*Extracted information*.
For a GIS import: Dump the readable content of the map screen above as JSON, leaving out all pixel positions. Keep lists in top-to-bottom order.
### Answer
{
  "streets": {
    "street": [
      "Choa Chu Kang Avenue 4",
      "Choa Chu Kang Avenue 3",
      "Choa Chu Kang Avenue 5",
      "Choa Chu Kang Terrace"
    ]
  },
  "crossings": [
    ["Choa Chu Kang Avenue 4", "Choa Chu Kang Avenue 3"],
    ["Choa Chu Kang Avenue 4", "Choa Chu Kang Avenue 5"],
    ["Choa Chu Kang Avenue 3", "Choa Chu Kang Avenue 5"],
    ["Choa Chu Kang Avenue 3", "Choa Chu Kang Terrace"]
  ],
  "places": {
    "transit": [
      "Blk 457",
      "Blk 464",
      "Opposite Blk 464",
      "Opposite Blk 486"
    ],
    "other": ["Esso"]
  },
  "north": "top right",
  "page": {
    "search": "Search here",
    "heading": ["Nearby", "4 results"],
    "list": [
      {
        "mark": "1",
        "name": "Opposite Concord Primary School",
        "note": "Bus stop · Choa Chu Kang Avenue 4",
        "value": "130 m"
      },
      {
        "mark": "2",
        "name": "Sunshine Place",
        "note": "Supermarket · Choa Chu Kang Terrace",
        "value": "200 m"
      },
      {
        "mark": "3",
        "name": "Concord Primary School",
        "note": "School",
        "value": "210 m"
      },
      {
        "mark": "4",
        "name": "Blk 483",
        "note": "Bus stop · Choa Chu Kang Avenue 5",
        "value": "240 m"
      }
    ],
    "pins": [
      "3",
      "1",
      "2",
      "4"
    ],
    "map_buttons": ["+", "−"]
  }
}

--

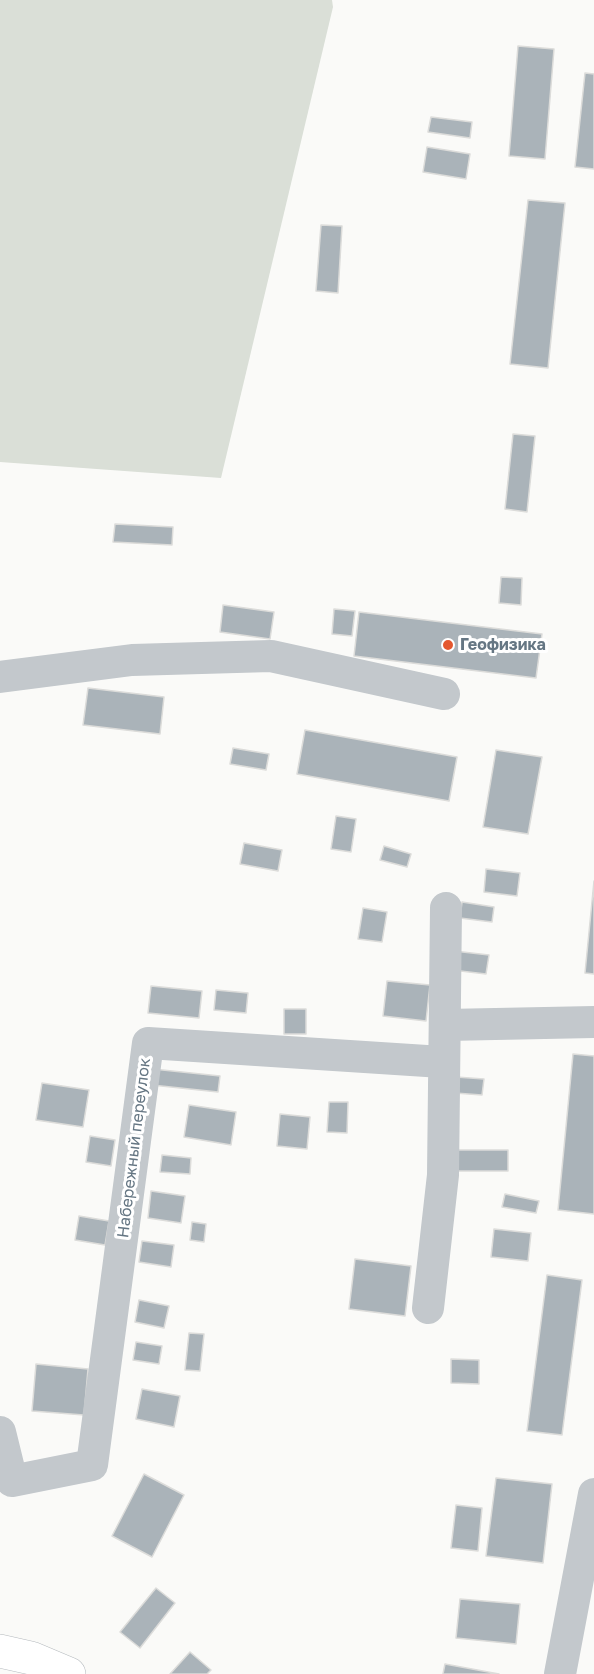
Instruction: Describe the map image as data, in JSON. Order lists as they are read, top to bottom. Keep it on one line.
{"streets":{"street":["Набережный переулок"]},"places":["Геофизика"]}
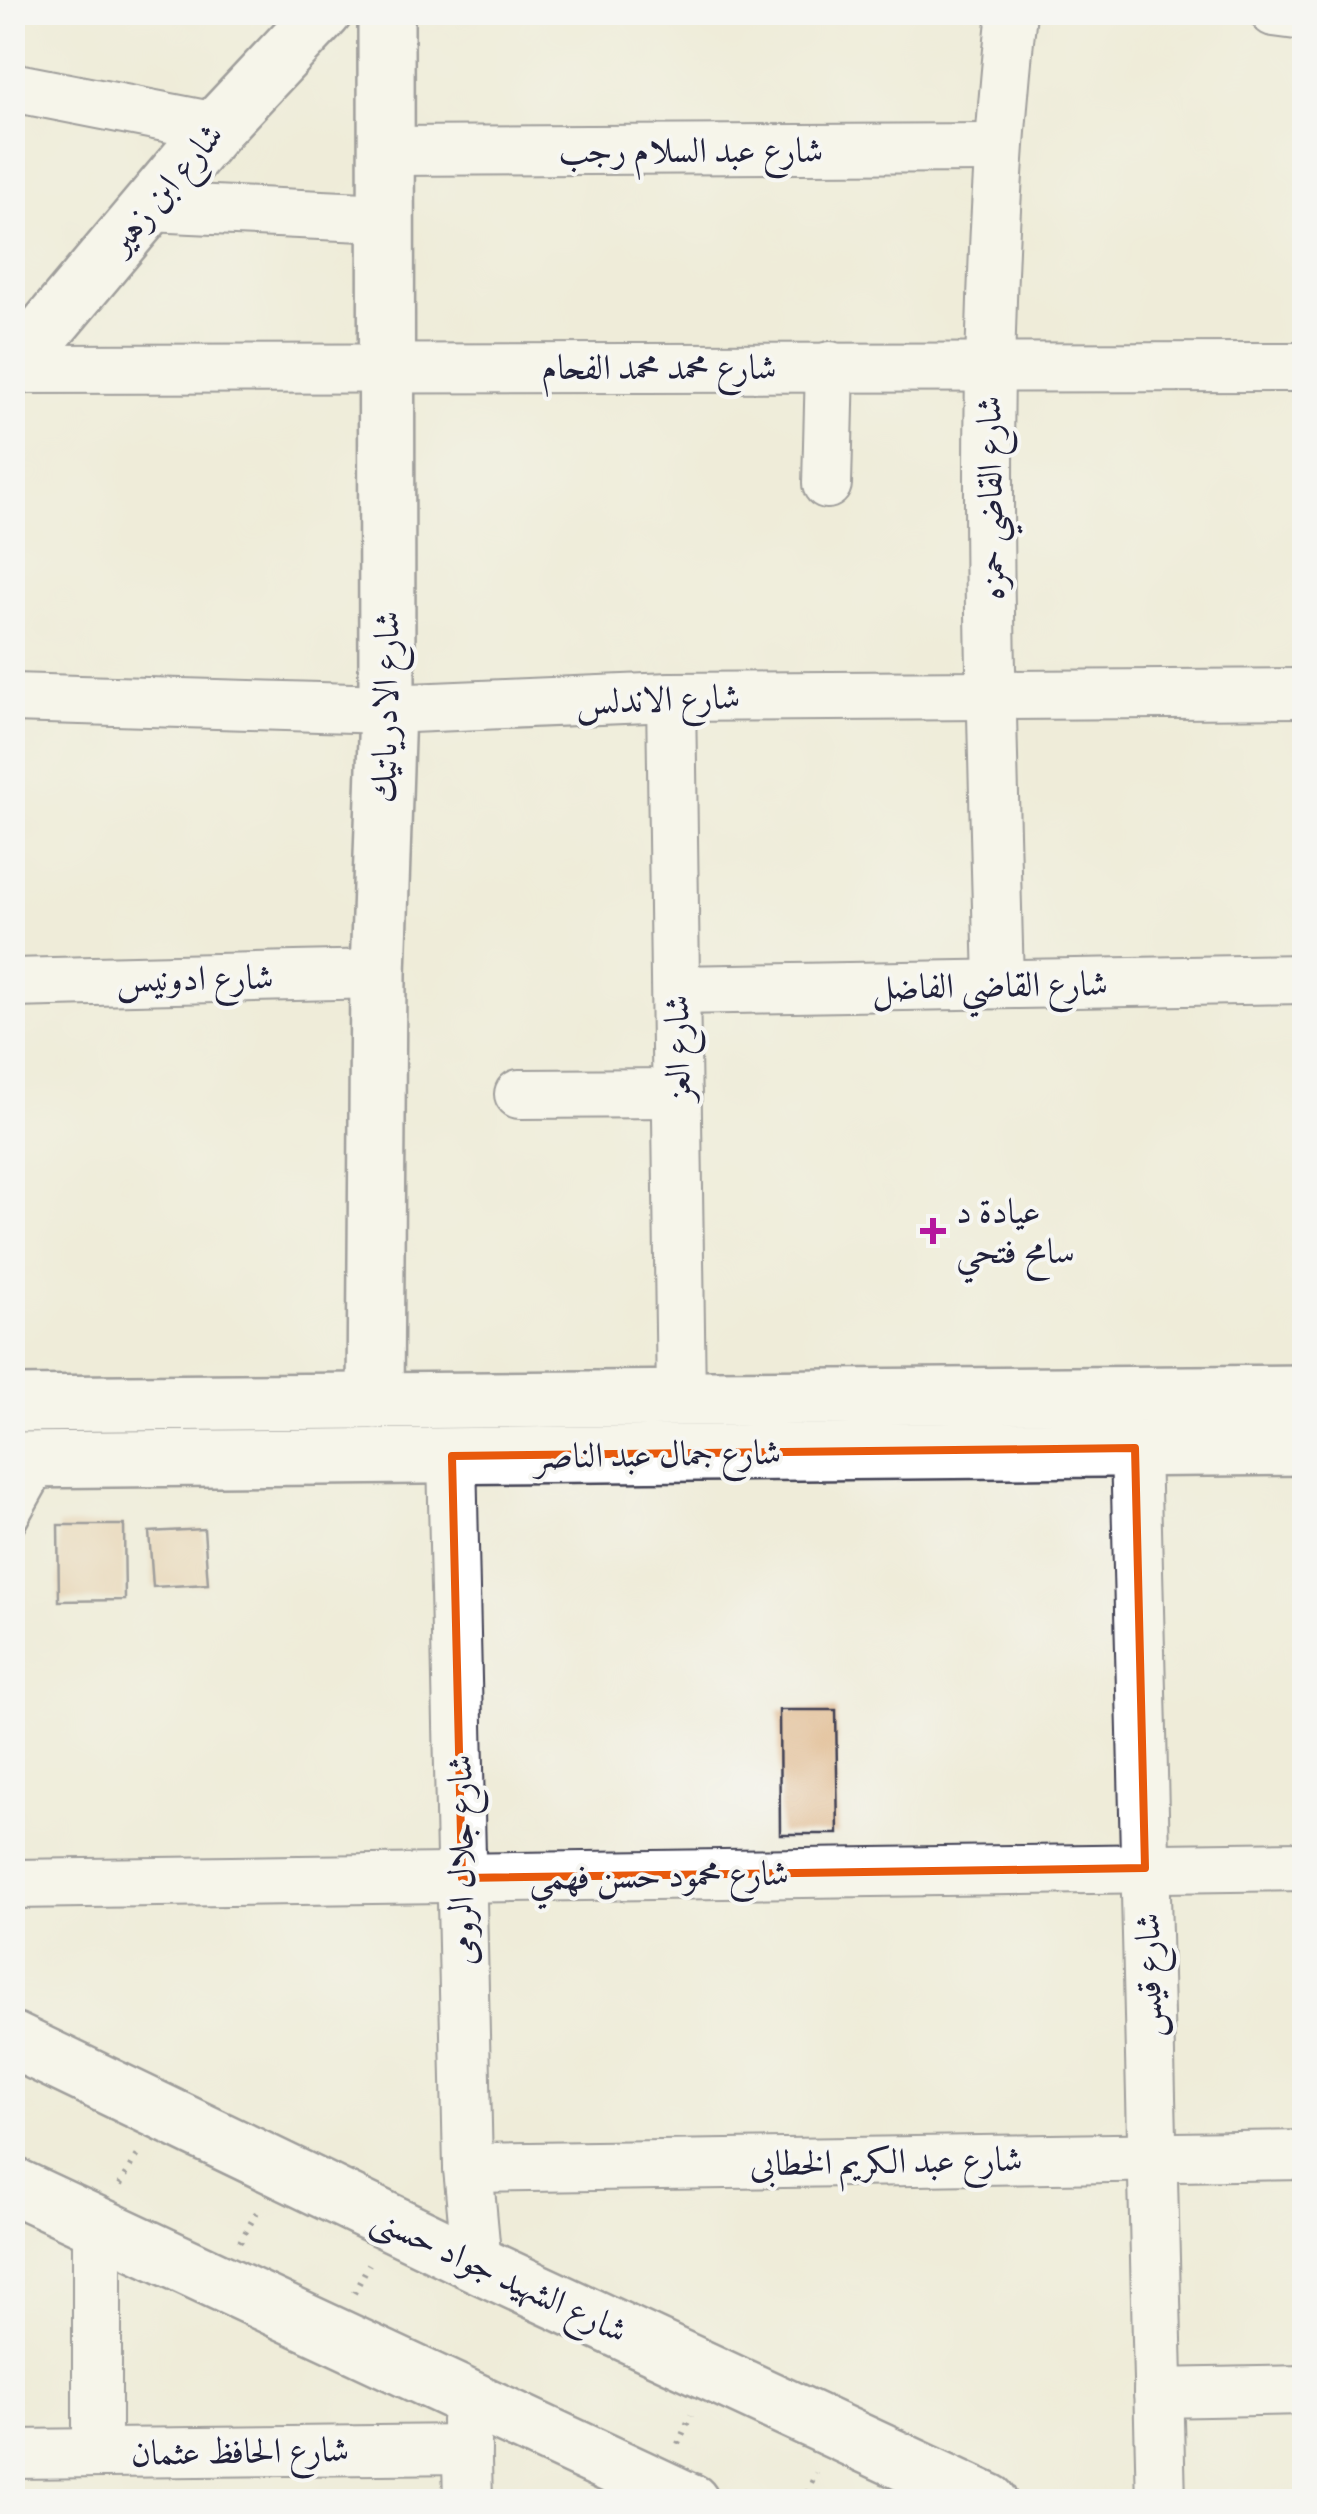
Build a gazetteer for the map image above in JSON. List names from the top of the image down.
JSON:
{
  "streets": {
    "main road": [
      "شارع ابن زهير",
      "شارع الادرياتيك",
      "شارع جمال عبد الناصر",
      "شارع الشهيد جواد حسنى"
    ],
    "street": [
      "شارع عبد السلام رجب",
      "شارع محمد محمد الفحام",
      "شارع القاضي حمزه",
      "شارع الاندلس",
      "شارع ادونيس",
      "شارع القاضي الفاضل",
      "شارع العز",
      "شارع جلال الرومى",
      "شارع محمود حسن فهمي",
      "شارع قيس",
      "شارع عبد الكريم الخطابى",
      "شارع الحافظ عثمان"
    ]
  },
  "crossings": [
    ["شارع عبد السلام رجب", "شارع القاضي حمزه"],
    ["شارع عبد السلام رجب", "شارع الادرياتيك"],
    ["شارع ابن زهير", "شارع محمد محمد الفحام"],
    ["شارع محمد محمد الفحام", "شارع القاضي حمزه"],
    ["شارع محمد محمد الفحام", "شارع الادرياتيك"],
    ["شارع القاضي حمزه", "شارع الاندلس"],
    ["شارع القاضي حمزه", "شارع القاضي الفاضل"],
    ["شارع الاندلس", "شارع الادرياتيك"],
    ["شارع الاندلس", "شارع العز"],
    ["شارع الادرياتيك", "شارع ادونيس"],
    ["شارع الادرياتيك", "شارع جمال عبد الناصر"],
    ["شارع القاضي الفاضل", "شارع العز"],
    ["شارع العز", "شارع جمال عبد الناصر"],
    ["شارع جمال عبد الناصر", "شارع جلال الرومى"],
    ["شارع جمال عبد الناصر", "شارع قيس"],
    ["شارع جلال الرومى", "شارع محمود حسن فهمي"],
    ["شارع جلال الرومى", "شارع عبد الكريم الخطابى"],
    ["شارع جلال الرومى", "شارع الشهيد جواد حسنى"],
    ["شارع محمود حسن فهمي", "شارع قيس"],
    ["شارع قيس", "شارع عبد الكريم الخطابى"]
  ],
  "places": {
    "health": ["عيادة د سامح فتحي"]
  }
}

...

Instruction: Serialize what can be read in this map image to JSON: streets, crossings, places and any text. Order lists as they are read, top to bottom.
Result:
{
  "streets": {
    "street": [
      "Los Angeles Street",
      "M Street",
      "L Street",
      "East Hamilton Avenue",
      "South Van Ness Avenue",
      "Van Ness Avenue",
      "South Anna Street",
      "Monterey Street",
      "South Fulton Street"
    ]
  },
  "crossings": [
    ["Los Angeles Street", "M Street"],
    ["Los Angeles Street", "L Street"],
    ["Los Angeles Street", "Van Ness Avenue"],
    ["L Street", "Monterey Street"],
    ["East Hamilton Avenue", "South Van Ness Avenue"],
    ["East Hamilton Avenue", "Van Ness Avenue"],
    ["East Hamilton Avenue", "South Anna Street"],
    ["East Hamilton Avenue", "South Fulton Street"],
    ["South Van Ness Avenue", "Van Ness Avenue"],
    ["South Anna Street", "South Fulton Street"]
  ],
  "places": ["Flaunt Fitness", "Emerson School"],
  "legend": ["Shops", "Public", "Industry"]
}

*Problem statement*.
Give the count of lines in the data that contain the word "above", and write nothing besides it.

*Completed exercise*.
2